Exo, a developer of new diagnostic hardware for the medical industry, has raised $40 million in a new round of funding as investors continue to back new companies that are reducing the cost and complexity of medical devices.
Cost, portability, image quality and the inability to image dense body compositions have all limited the impact that diagnostic tools like ultrasounds can have on patient care around the world, according to a statement from the company.
Exo solves that problem by building on a patented piezoelectric micromachined ultrasound transducer, the company said.
Its device improves image quality, while an accompanying software toolkit boosts the diagnostic capabilities of the device.

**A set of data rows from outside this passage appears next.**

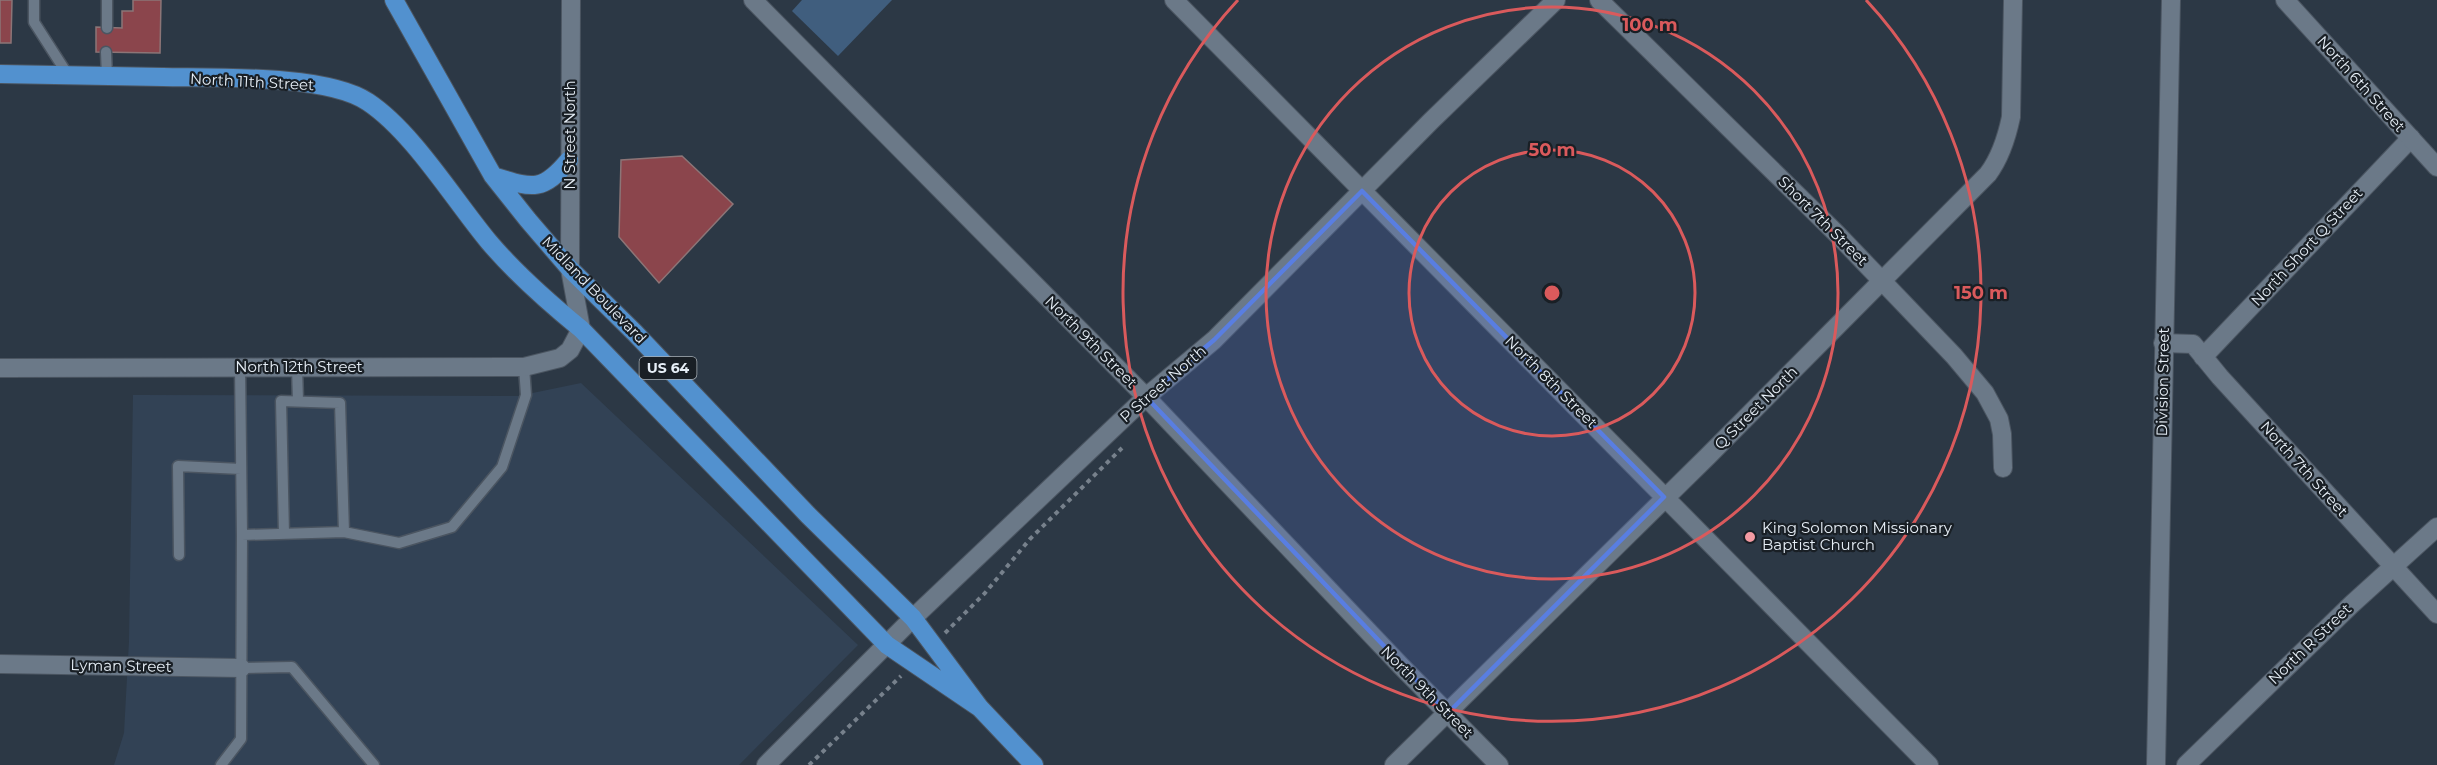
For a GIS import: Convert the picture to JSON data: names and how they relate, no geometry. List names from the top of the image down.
{
  "streets": {
    "main road": ["North 11th Street", "Midland Boulevard", "US 64"],
    "street": [
      "North 6th Street",
      "N Street North",
      "Short 7th Street",
      "North Short Q Street",
      "North 9th Street",
      "North 12th Street",
      "North 8th Street",
      "Division Street",
      "P Street North",
      "Q Street North",
      "North 7th Street",
      "North R Street",
      "Lyman Street"
    ]
  },
  "crossings": [
    ["North 11th Street", "N Street North"],
    ["North 11th Street", "Midland Boulevard"],
    ["North 11th Street", "North 12th Street"],
    ["North 6th Street", "North Short Q Street"],
    ["N Street North", "Midland Boulevard"],
    ["N Street North", "North 12th Street"],
    ["Short 7th Street", "Q Street North"],
    ["North Short Q Street", "North 7th Street"],
    ["Midland Boulevard", "North 12th Street"],
    ["Midland Boulevard", "P Street North"],
    ["North 9th Street", "P Street North"],
    ["North 9th Street", "Q Street North"],
    ["North 8th Street", "P Street North"],
    ["North 8th Street", "Q Street North"],
    ["Division Street", "North 7th Street"],
    ["North 7th Street", "North R Street"]
  ],
  "places": ["King Solomon Missionary Baptist Church"],
  "rings": ["100 m", "50 m", "150 m"]
}
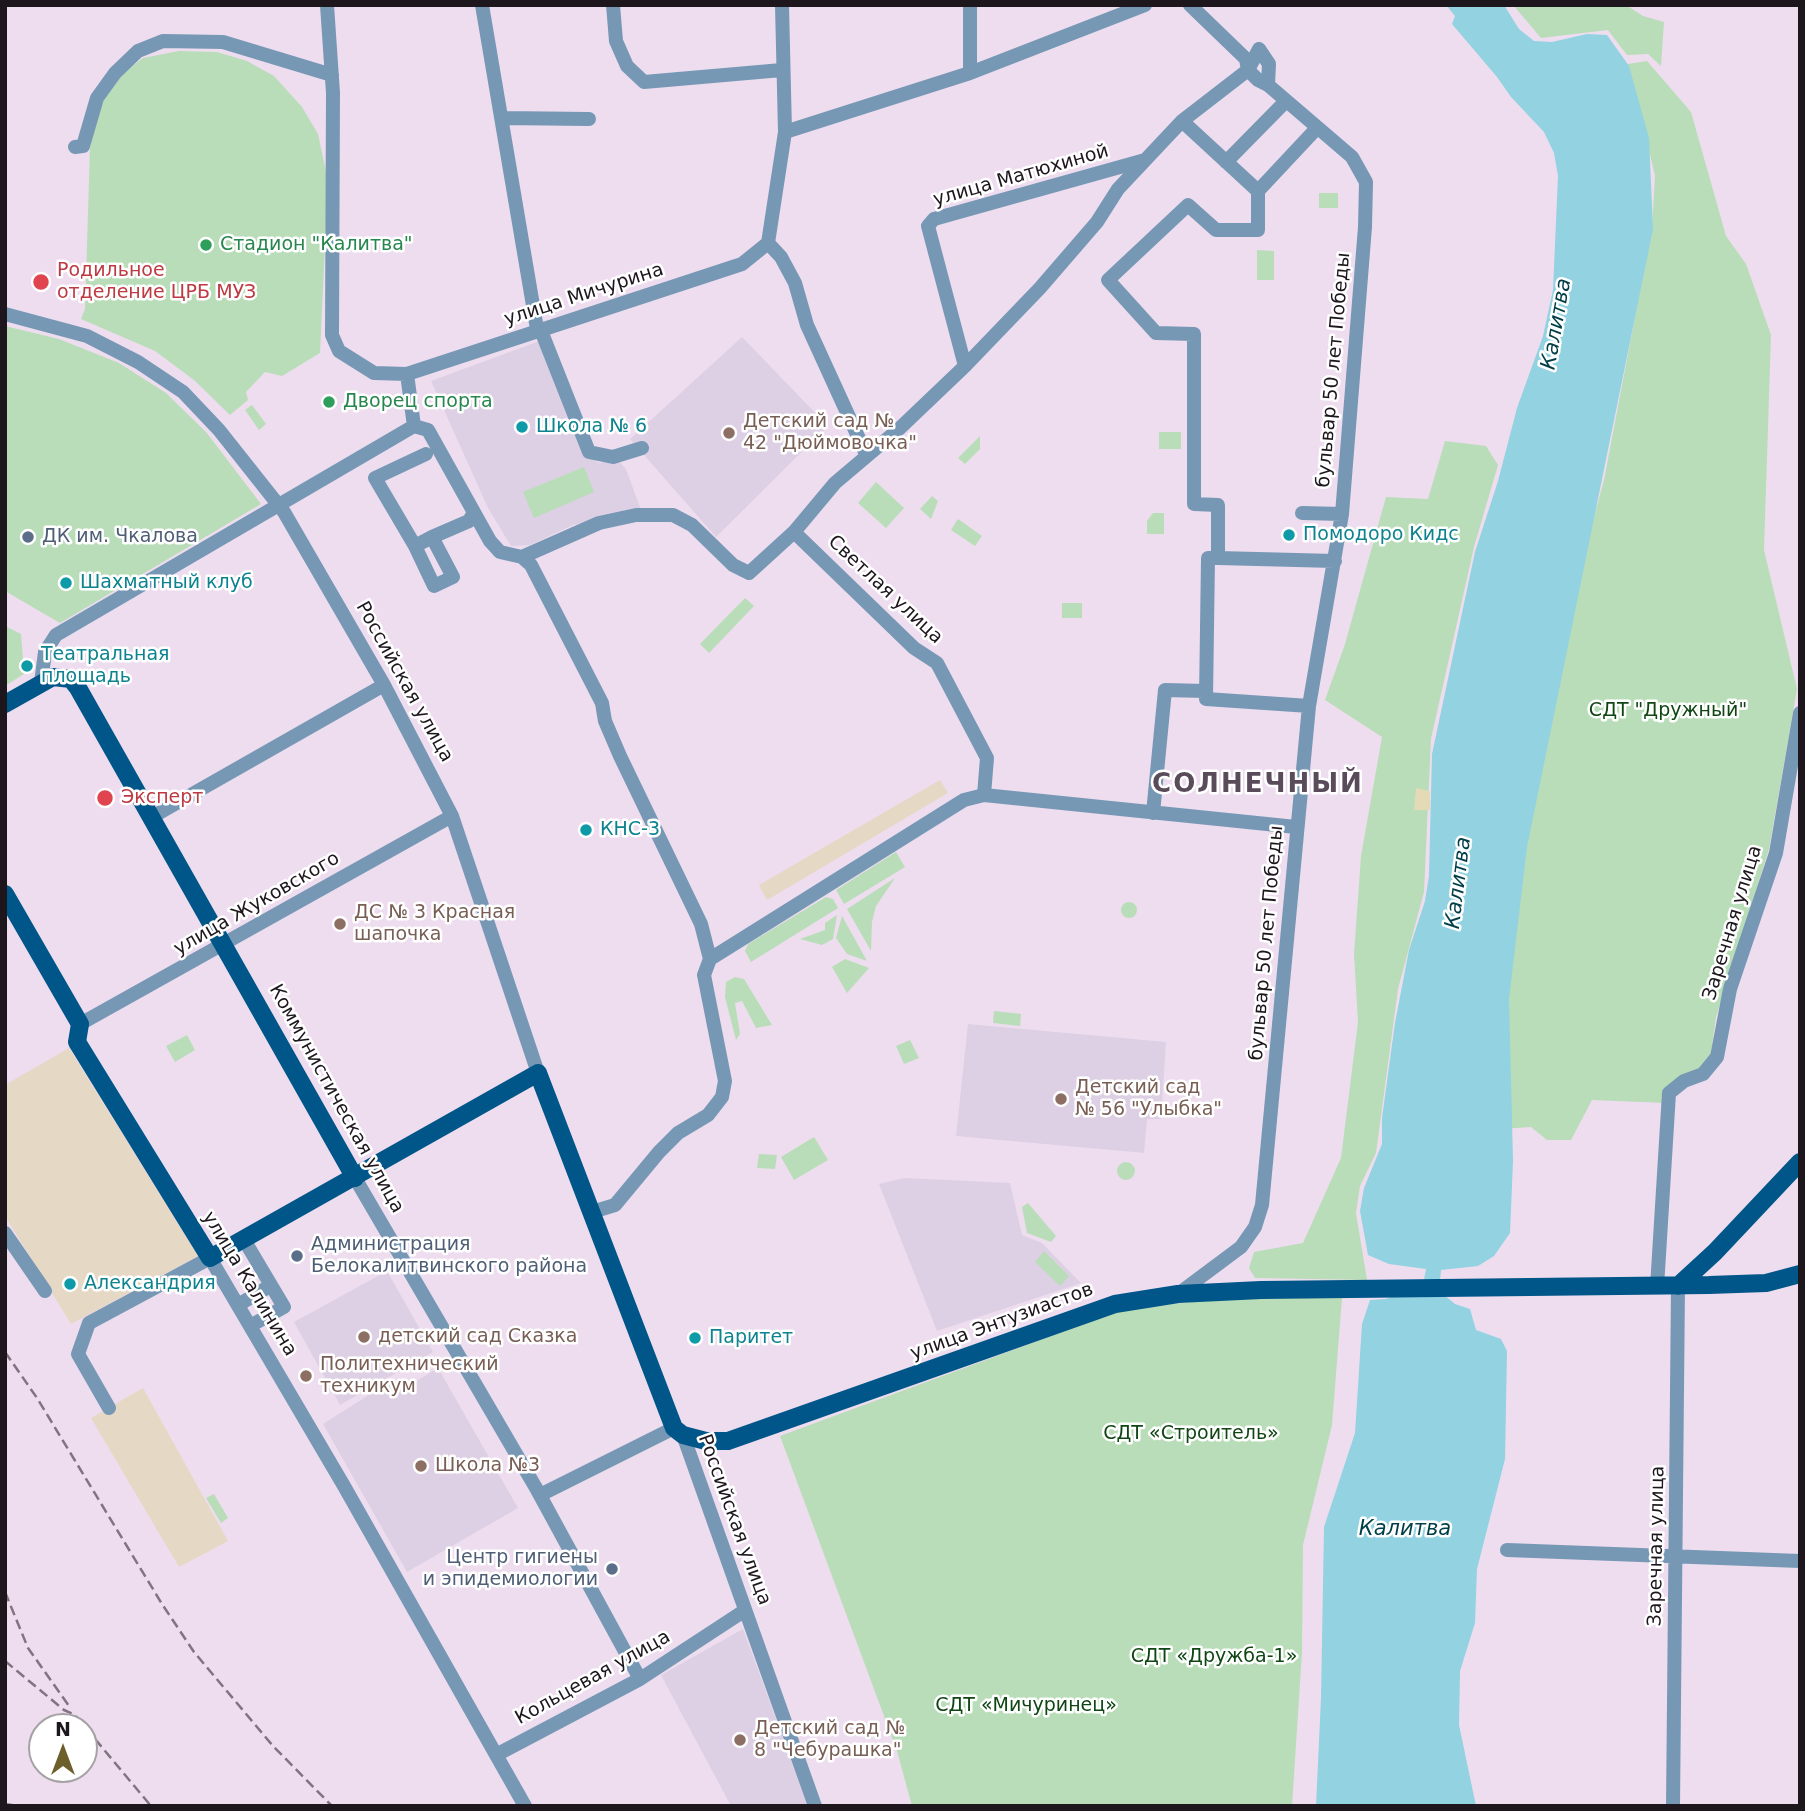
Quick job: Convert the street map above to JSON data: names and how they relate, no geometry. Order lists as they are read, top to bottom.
{
  "streets": {
    "main road": [
      "Российская улица",
      "Коммунистическая улица",
      "улица Калинина",
      "улица Энтузиастов"
    ],
    "street": [
      "улица Матюхиной",
      "улица Мичурина",
      "бульвар 50 лет Победы",
      "Светлая улица",
      "улица Жуковского",
      "Заречная улица",
      "Кольцевая улица"
    ]
  },
  "crossings": [
    ["бульвар 50 лет Победы", "улица Энтузиастов"],
    ["Российская улица", "улица Жуковского"],
    ["Российская улица", "улица Энтузиастов"],
    ["Российская улица", "Кольцевая улица"],
    ["улица Жуковского", "Коммунистическая улица"],
    ["улица Жуковского", "улица Калинина"],
    ["Заречная улица", "улица Энтузиастов"],
    ["Коммунистическая улица", "Кольцевая улица"],
    ["улица Калинина", "Кольцевая улица"]
  ],
  "districts": ["СОЛНЕЧНЫЙ"],
  "water": ["Калитва"],
  "parks": [
    "СДТ \"Дружный\"",
    "СДТ «Строитель»",
    "СДТ «Дружба-1»",
    "СДТ «Мичуринец»"
  ],
  "places": [
    "Стадион \"Калитва\"",
    "Родильное отделение ЦРБ МУЗ",
    "Дворец спорта",
    "Школа № 6",
    "Детский сад № 42 \"Дюймовочка\"",
    "Помодоро Кидс",
    "ДК им. Чкалова",
    "Шахматный клуб",
    "Театральная площадь",
    "Эксперт",
    "КНС-3",
    "ДС № 3 Красная шапочка",
    "Детский сад № 56 \"Улыбка\"",
    "Администрация Белокалитвинского района",
    "Александрия",
    "детский сад Сказка",
    "Паритет",
    "Политехнический техникум",
    "Школа №3",
    "Центр гигиены и эпидемиологии",
    "Детский сад № 8 \"Чебурашка\""
  ],
  "north": "top"
}
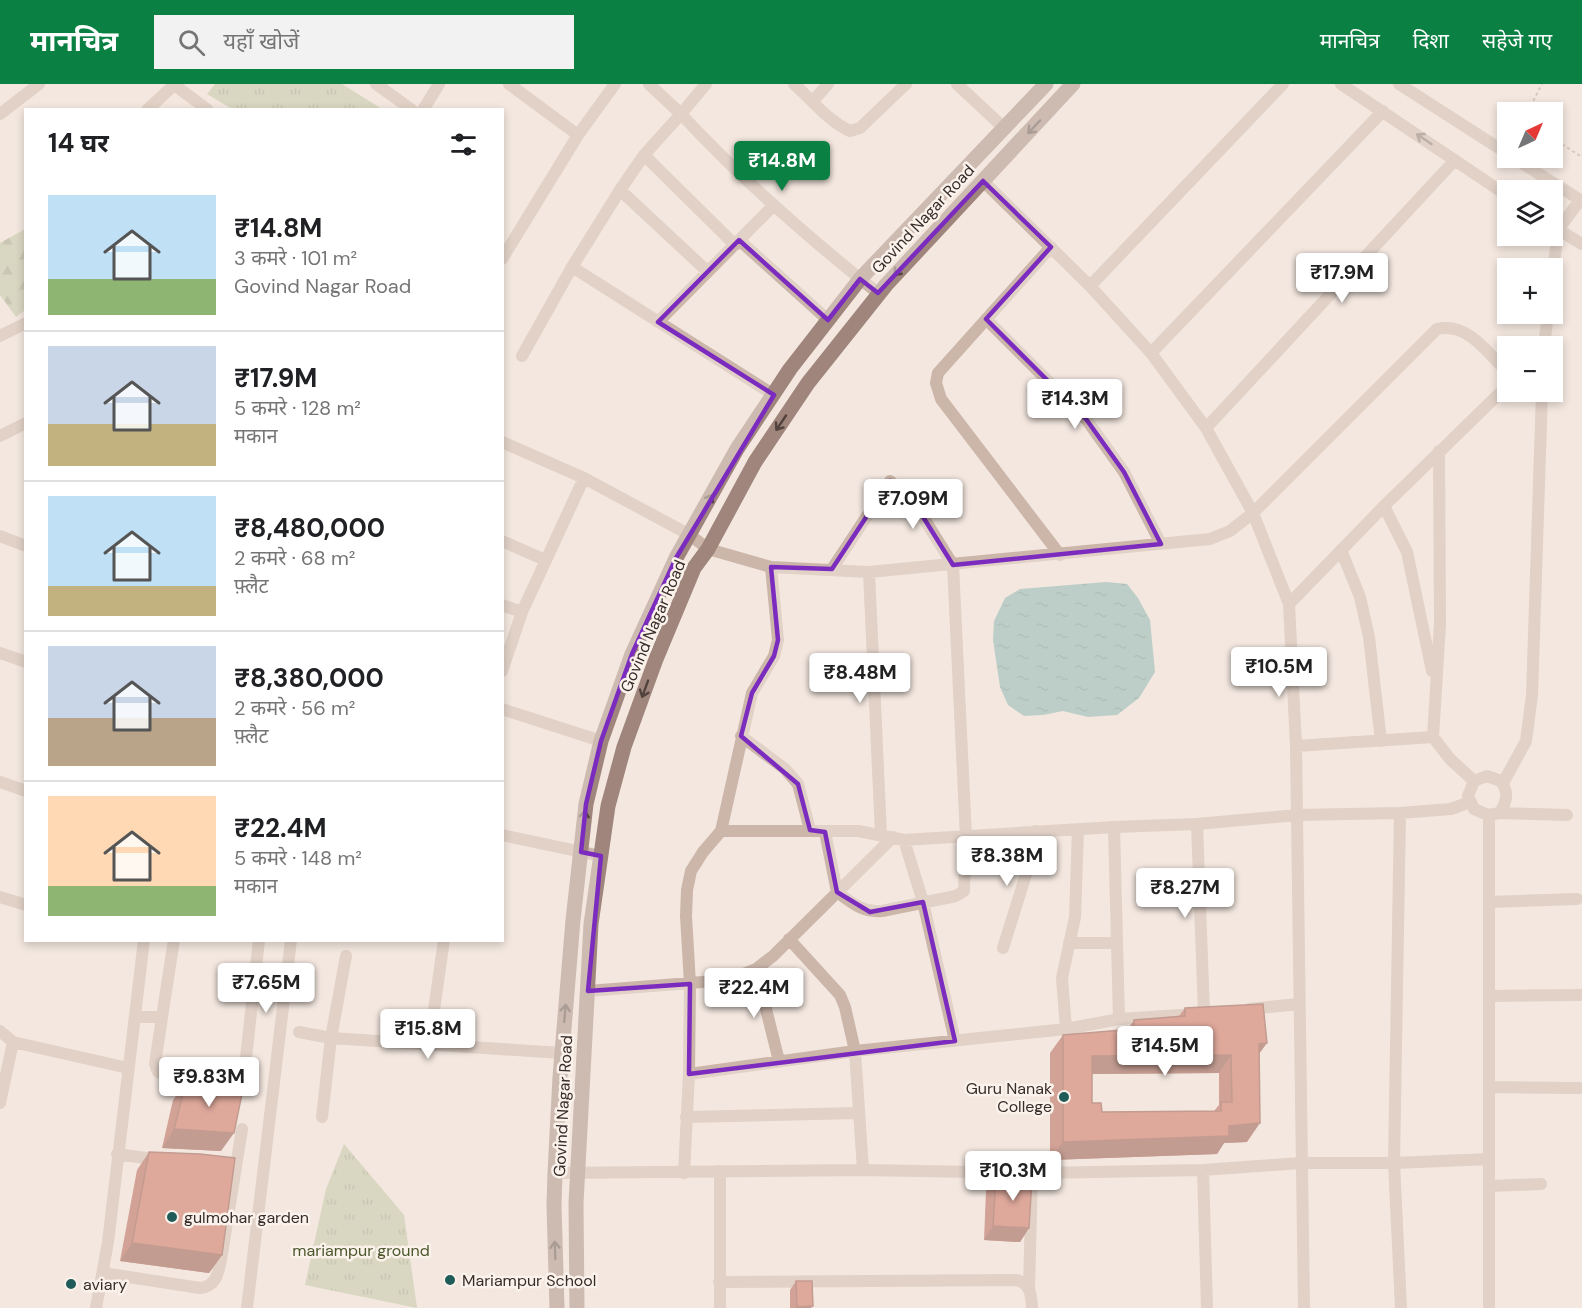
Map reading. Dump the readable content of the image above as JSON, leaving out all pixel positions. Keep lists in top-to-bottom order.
{
  "streets": {
    "main road": ["Govind Nagar Road"]
  },
  "parks": ["mariampur ground"],
  "places": [
    "Guru Nanak College",
    "gulmohar garden",
    "Mariampur School",
    "aviary"
  ],
  "north": "top right",
  "page": {
    "header": "मानचित्र",
    "search": "यहाँ खोजें",
    "nav": ["मानचित्र", "दिशा", "सहेजे गए"],
    "map_buttons": ["+", "−"],
    "heading": "14 घर",
    "price": [
      "₹14.8M",
      "₹17.9M",
      "₹14.3M",
      "₹7.09M",
      "₹10.5M",
      "₹8.48M",
      "₹8.38M",
      "₹8.27M",
      "₹7.65M",
      "₹22.4M",
      "₹15.8M",
      "₹14.5M",
      "₹9.83M",
      "₹10.3M"
    ],
    "list": [
      {
        "name": "₹14.8M",
        "note": "3 कमरे · 101 m² · Govind Nagar Road"
      },
      {
        "name": "₹17.9M",
        "note": "5 कमरे · 128 m² · मकान"
      },
      {
        "name": "₹8,480,000",
        "note": "2 कमरे · 68 m² · फ़्लैट"
      },
      {
        "name": "₹8,380,000",
        "note": "2 कमरे · 56 m² · फ़्लैट"
      },
      {
        "name": "₹22.4M",
        "note": "5 कमरे · 148 m² · मकान"
      }
    ]
  }
}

Exo predicts that the worldwide point of care ultrasound market will reach $1.5 billion in 2024 and grow at nearly 10 percent a year.
“Emergency room phyisicians around the world are often tasked with solving some of the most urgent healthcare problems — COVID-19 diagnosis and complications, cardiac emergencies, internal bleeding — without being able to see clearly into a patient they only have minutes to diagnose and treat,” said Exo chief executive Sandeep Akkaraju, in a statement.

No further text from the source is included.